▸ **Provided records**
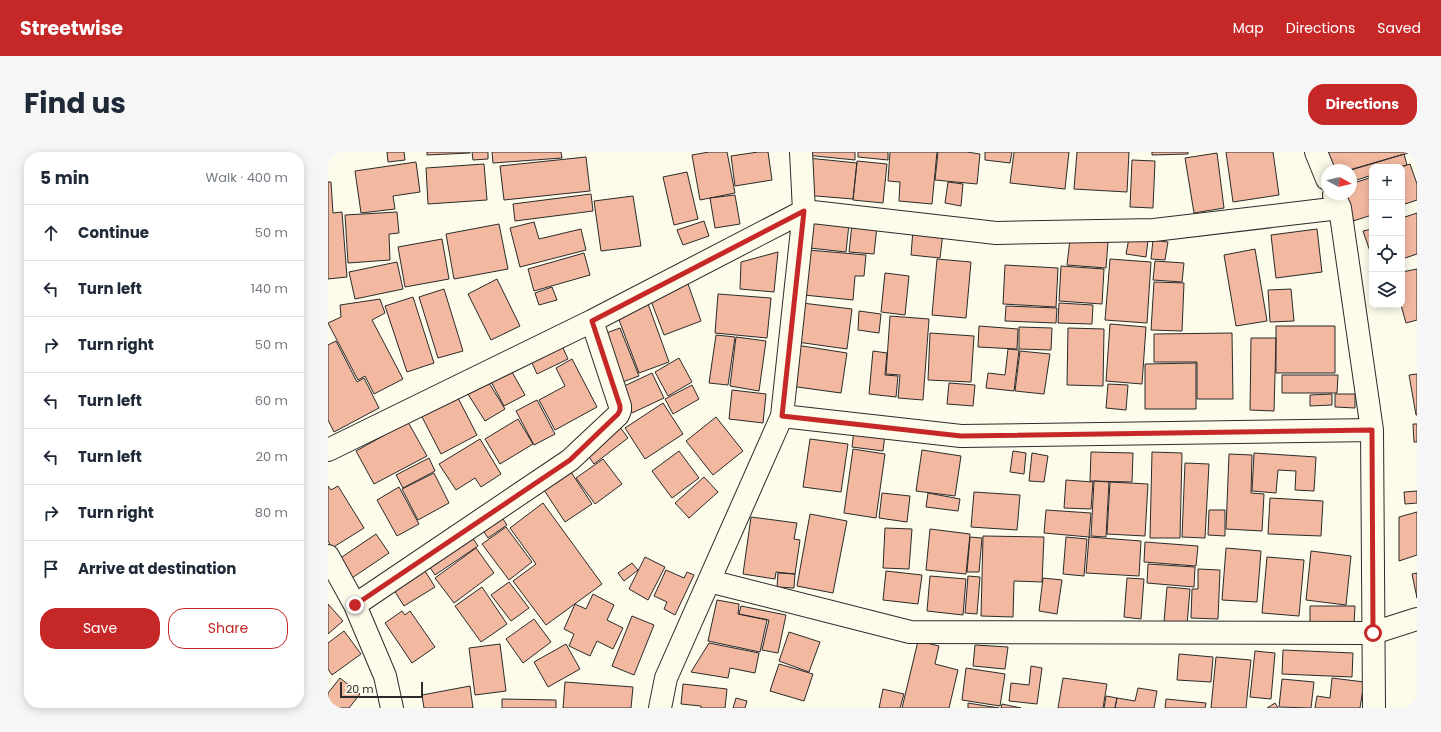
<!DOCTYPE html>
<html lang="en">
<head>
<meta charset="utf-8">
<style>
	body { margin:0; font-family:Poppins,sans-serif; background:#f6f6f7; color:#1f2937 }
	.controls { position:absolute; right:12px; top:12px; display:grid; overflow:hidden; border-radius:8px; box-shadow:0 2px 10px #0003 }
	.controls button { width:36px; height:36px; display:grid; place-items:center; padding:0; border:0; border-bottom:1px solid #e0e1e3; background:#fff; color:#1f2937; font:20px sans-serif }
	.compass { position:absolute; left:993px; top:12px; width:36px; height:36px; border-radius:50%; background:#fff; box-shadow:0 2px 10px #0003; rotate:98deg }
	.scale { position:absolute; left:12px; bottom:10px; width:83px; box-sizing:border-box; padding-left:4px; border:2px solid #2b2b2b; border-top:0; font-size:11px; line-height:14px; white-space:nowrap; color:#2b2b2b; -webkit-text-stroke:3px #fdfbea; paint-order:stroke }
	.stop { position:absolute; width:12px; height:12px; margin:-9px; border:3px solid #c62828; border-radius:50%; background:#fff }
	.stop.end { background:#c62828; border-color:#fff; box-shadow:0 1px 4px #0008 }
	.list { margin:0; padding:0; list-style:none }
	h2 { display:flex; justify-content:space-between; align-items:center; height:52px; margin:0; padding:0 16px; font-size:17px }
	h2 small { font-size:13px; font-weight:400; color:#747a83 }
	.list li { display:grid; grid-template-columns:26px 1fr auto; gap:12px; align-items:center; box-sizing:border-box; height:56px; padding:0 16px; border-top:1px solid #e0e1e3 }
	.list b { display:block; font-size:15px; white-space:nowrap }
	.list em { font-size:13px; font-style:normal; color:#747a83 }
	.actions { display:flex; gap:8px; padding:12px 16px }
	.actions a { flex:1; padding:9px 0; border:1px solid #c62828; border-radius:16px; text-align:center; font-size:14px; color:#c62828 }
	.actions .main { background:#c62828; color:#fff }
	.icon { flex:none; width:22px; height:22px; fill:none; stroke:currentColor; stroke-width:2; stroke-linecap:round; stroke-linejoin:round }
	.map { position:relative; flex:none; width:1089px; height:556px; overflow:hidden; border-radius:16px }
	header { display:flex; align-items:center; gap:24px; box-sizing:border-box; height:56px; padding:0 20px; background:#c62828; color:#fff }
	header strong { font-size:19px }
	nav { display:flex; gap:22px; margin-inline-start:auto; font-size:14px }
	.intro { display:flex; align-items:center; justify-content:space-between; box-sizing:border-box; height:96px; padding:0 24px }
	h1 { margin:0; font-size:28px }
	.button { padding:10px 18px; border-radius:16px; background:#c62828; color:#fff; font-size:14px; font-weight:700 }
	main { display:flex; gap:24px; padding:0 24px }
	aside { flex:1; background:#fff; border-radius:16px; box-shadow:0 2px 10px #0003 }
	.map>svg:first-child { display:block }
	.building { fill:#f2b8a0; stroke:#2b2b2b }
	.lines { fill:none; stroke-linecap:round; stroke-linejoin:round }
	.minor-casing { stroke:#2b2b2b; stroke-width:24 }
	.minor { stroke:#fdfbea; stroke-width:22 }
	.route { stroke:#c62828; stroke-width:5 }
</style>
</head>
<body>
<header>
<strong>Streetwise</strong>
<nav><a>Map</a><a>Directions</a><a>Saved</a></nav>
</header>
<div class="intro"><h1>Find us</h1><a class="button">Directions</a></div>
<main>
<aside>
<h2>5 min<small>Walk · 400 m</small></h2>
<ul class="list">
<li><svg class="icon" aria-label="ahead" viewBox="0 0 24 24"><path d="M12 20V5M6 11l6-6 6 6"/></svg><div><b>Continue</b></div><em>50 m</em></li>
<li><svg class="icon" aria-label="left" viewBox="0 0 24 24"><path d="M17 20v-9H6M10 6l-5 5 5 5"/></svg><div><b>Turn left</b></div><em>140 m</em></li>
<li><svg class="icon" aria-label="right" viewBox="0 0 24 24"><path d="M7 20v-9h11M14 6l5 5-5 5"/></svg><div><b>Turn right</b></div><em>50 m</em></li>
<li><svg class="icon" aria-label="left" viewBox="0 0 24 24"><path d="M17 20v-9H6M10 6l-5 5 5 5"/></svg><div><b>Turn left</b></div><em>60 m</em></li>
<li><svg class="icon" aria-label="left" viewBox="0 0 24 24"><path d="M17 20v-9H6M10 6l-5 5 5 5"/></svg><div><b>Turn left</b></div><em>20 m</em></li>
<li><svg class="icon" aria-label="right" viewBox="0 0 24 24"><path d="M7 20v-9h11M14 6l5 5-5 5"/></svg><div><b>Turn right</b></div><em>80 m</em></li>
<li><svg class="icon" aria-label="arrive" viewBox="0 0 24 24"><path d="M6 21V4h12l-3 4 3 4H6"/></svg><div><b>Arrive at destination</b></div></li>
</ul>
<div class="actions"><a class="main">Save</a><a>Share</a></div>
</aside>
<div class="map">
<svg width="1089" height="556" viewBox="0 0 1089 556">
	<rect width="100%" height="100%" fill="#fdfbea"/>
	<path class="building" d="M59 0H76L77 8 60 10Z
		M99 0H142V1L99 3Z
		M144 0H160V7L145 8Z
		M164 0H233L234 6 165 11Z
		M381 0H399L407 41 372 48 364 3Z
		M430 0H440L444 28 407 34 403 4Z
		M478 0H527V8L477 3Z
		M530 0H560V8L530 5Z
		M562 0H609L604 52 571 49 572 30 560 29Z
		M610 0H639L652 2 649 32 607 28Z
		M657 0H684L682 11 657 8Z
		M686 0H741L737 37 682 31Z
		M749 0H801L799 40 746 37Z
		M824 0H860V2L824 3Z
		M898 0H945L951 43 905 50Z
		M994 0H1084L1021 18H999Z
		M889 1 896 56 866 61 857 6Z
		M1076 2 1079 13 1071 15H1044V23L1023 30V18Z
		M258 5 262 39 176 48 172 14Z
		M480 6 529 11 525 47 476 43Z
		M804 8 827 9 825 56 802 55Z
		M529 9 559 12 555 51 525 48Z
		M88 10 92 40 65 44 67 57 33 61 27 19Z
		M156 12 159 48 100 52 98 16Z
		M1082 12 1089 32V48L1074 53 1073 15Z
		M359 20 370 67 346 73 335 25Z
		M1044 25V63L1022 70 1013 42H1023V32Z
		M0 30H3L5 61 14 60 19 125 0 127Z
		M620 30 635 32 633 54 617 51Z
		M263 42 265 59 187 69 185 52Z
		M407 43 412 72 387 76 382 46Z
		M305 44 313 94 273 99 266 49Z
		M69 60 71 81 61 82 62 108 20 111 17 63Z
		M1089 61V102L1074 107V66Z
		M485 68 521 72 518 100 482 96Z
		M376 69 381 84 355 93 349 78Z
		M206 70 211 87 253 77 258 98 192 115 182 76Z
		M171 72 180 117 126 127 118 82Z
		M524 72 549 74 546 102 521 100Z
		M989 77 994 120 948 126 943 83Z
		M1044 77V105L1035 79Z
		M585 78 615 81 612 106 583 103Z
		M801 86 820 88 818 105 798 102Z
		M114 87 121 127 77 135 70 95Z
		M742 87 780 90 778 116 739 113Z
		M825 88 840 90 837 108 823 107Z
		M927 97 939 169 908 174 896 103Z
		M480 98 538 103 536 124H527L525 148 476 143Z
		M450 100 446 140 412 137 413 110Z
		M256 101 262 123 206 139 200 117Z
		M609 107 643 110 638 166 604 163Z
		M782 107 823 110 819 171 777 168Z
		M827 109 856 111 854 130 825 128Z
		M69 110 75 137 27 147 21 120Z
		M677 113 730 116 728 155 675 152Z
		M733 114 776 117 774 152 731 149Z
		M1089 117V168L1078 171 1073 153 1074 120Z
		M557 121 581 124 577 163 553 160Z
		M169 127 192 174 163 188 140 142Z
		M359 129 373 169 336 183 323 149 334 145 331 139Z
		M826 130 856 131 854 179 823 178Z
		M224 135 229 148 211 153 207 141Z
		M116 137 135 199 110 206 91 145Z
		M963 137 966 169 942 170 940 138Z
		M390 142 443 146 439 186 387 181Z
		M85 145 106 211 79 220 57 154Z
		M52 147 57 161 44 168 75 227 46 242 37 224 30 228 0 171 13 165 12 153Z
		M319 149 341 210 311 221 288 160Z
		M474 151 524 157 519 197 469 190Z
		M731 151 765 153 764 172 730 171Z
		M678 154 729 156 728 171 677 169Z
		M531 159 553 162 551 181 530 178Z
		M562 164 601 167 595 248 570 246 572 223 558 222Z
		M782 172 818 175 814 232 778 229Z
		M651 174 690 177 689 197 650 195Z
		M948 174H1007V221H948Z
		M691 175 724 176 723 198 691 197Z
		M292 176 311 224 289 232 270 184Z
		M740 176 776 177 775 234 739 233Z
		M602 181 646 184 643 230 600 228Z
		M904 181 905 247H869V210H826V182Z
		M388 183 407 185 400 233 381 231Z
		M408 185 438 189 431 239 402 234Z
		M923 186H948L946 259 922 258Z
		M231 187 240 207 209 222 200 202Z
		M8 189 29 230 36 226 51 256 6 280 0 268V193Z
		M468 193 519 201 513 241 462 234Z
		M680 197 691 198 686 239 658 236 660 221 677 223Z
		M545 199 559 201 557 223 570 224 568 245 541 242Z
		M692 199 722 202 716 242 687 239Z
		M351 206 364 230 340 244 327 220Z
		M244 207 269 255 227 278 211 248 237 234 228 216Z
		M868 211V257H817V212Z
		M180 213 197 243 176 254 160 224Z
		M324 221 336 246 304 261 292 236Z
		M1089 222V263H1088L1081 223Z
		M954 223H1010L1009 241H954Z
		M158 226 177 257 157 269 138 239Z
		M621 231 647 233 645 254 619 252Z
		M780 232 800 233 798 258 778 256Z
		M364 233 371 247 345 262 337 247Z
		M404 238 438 242 435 271 401 267Z
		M1004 242V253L982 254V243Z
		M1007 242H1027V256L1007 255Z
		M129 244 149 283 113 302 93 263Z
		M209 248 227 282 206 293 188 259Z
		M335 251 355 282 317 307 297 276Z
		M388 265 415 299 385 323 358 289Z
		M190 267 205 292 172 312 157 287Z
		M80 270 99 304 46 332 28 299Z
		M289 271 300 286 266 312 255 297Z
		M1085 272H1089V290H1086Z
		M526 278 557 282 555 299 524 295Z
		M152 287 173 322 153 335 147 326 128 338 111 312Z
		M482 287 520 292 513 340 475 335Z
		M525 297 557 302 548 366 516 361Z
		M594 298 633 304 627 344 588 339Z
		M351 299 371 326 344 346 324 319Z
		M685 299 698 301 696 322 682 320Z
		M763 300 805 301 804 330 762 329Z
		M824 300 854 301 852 386H822Z
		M704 301 720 304 716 330 701 329Z
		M926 301 988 305 986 339 967 338 968 319 950 318 948 341 924 339Z
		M901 302 924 303 923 341 936 342 934 379 898 377Z
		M101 306 107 319 75 336 68 323Z
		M275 307 294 332 267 352 248 326Z
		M857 311 881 312 877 386 854 385Z
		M241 317 264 352 237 370 214 335Z
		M106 321 121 351 90 368 74 337Z
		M376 325 390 340 361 366 347 351Z
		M738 328 765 330 763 357 736 356Z
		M766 329 781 330 778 385 763 384Z
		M782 330 820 332 817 384 779 382Z
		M0 334 3 338 10 334 36 376 4 396 0 389Z
		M71 335 91 372 69 384 49 348Z
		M1089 339V351L1077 352 1076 340Z
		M646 340 692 343 689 378 643 375Z
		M554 341 582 344 579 370 551 366Z
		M600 341 632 347 630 359 598 355Z
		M942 346 995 349 993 384 940 382Z
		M215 351 274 432 218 473 185 429 208 412 182 376Z
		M169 358 179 373 160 386 150 371Z
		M718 358 763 361 761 385 716 381Z
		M881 358H897V384L880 383Z
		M1089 360V403L1071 409V365Z
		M482 362 519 369 505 441 469 434Z
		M423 365 469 371 466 387 472 388 467 422 448 420 447 427 415 422Z
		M178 375 204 410 181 428 154 392Z
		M557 376 584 377 581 417 555 416Z
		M602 377 642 382 638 422 598 418Z
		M140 379 150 394 107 423 97 408Z
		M48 382 61 401 21 428 8 409Z
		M655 384 716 385 714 430 686 429 685 465 653 464Z
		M642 385 654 386 651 420H639Z
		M738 385 759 387 756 424 735 422Z
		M761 385 813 389 811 424 758 421Z
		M817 390 870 394 868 414 816 410Z
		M148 396 166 421 126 451 107 426Z
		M898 396 933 399 929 450 894 448Z
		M983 399 1023 404 1018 453 978 448Z
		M317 405 337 415 320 448 301 437Z
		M939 405 976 408 971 464 934 461Z
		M92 411 107 435 76 454 61 430Z
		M304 411 310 418 296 429 290 421Z
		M820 412 867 415 866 435 819 431Z
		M870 417 892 418 890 467 863 466 864 437H870Z
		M338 418 356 426 359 420 366 423 347 463 336 457 339 450 326 444Z
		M558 419 594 423 590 452 555 448Z
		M450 421 467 422 466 436 449 435Z
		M1089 421V446L1084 422Z
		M602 424 638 427 635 463 599 459Z
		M640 424 652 425 649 462 637 461Z
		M715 426 734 428 729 462 711 459Z
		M799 426 816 427 813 467 796 465Z
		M181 430 201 456 183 469 163 443Z
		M154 435 179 472 153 490 127 454Z
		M839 435 862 437 859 473 836 470Z
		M265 442 286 453 279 468 295 476 285 497 269 489 262 504 241 494 246 482 236 477 247 452 258 457Z
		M389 448 411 452 410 462 439 468 432 500 380 489Z
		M0 452 15 469 0 482Z
		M413 454 458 463 450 501 434 498 441 468 411 462Z
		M982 454H1027L1026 473H982Z
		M74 459 77 463 82 459 107 495 84 511 57 471Z
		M304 464 326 473 306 523 284 514Z
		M206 467 223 490 195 511 178 487Z
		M16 479 33 502 4 523 0 517V491Z
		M461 480 492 490 481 520 451 509Z
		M590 489 611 494 607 512 630 518 621 556H574Z
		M381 491 431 501 427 521 402 516 400 526 363 520Z
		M172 492 178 539 147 543 141 496Z
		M238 492 252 517 220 535 206 510Z
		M647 493 680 495 677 517 645 514Z
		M955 498 1025 501 1024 525 954 522Z
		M927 499 947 501 943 547 922 545Z
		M851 502 885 505 883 530 849 528Z
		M888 505 923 508 918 556H883Z
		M451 512 485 522 476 549 442 539Z
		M703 514 714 516 709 552 681 549 683 531 701 533Z
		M638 516 677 522 672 554 634 548Z
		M12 526 32 542 21 556H0V541Z
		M735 526 779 532 775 556H730Z
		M1004 526 1036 530 1032 556H987L989 544 1002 546Z
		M954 527 986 530 983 556 951 555Z
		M237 530 305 535 303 556H235Z
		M355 532 399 537 397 556H373V554L353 552Z
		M142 534 145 556H96L94 543Z
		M810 536 829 539 826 556H787L789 546 807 549Z
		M555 537 576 542 572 556H551Z
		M778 544 789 546 787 556H776Z
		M408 546 419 549 417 556H405Z
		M174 547 228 548V556H174Z
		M838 547 878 551 877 556H837Z
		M640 551 671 556H640Z
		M947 551 950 556H939Z
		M674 552 693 556H673Z"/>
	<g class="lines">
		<g class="minor-casing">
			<path id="minor" d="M988 0 999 27
				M1006 43 1012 56 1044 278 1046 556
				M454 264 633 284 1044 278
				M0 298 264 169 476 59 668 81 826 78 1012 56
				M0 404 27 453 57 524 64 556
				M381 429 582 480 1045 481 1089 467
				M27 453 242 308 290 263 292 258V254L264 169
				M332 556 338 526 454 264 476 59 473 0"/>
		</g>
		<use href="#minor" class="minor"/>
	</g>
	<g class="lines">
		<path class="route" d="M27 453 242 308 290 262 292 258V254L264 169 476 59 454 264 633 284 1044 278 1045 481"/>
	</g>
</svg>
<div class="controls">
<button>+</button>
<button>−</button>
<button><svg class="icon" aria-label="locate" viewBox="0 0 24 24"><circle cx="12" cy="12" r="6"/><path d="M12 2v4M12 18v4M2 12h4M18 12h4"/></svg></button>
<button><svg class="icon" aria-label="layers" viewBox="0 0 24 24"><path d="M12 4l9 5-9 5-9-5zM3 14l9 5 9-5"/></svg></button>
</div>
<svg class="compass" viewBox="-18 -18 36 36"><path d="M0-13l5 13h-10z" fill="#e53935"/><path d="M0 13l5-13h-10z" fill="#747a83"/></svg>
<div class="scale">20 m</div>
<div class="stop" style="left:1045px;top:481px"></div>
<div class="stop end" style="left:27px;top:453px"></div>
</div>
</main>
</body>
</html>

▸ **Task statement**
For the string "Directions", show each line of the entries above where it occurs.

▸ **Exercise response**
<nav><a>Map</a><a>Directions</a><a>Saved</a></nav>
<div class="intro"><h1>Find us</h1><a class="button">Directions</a></div>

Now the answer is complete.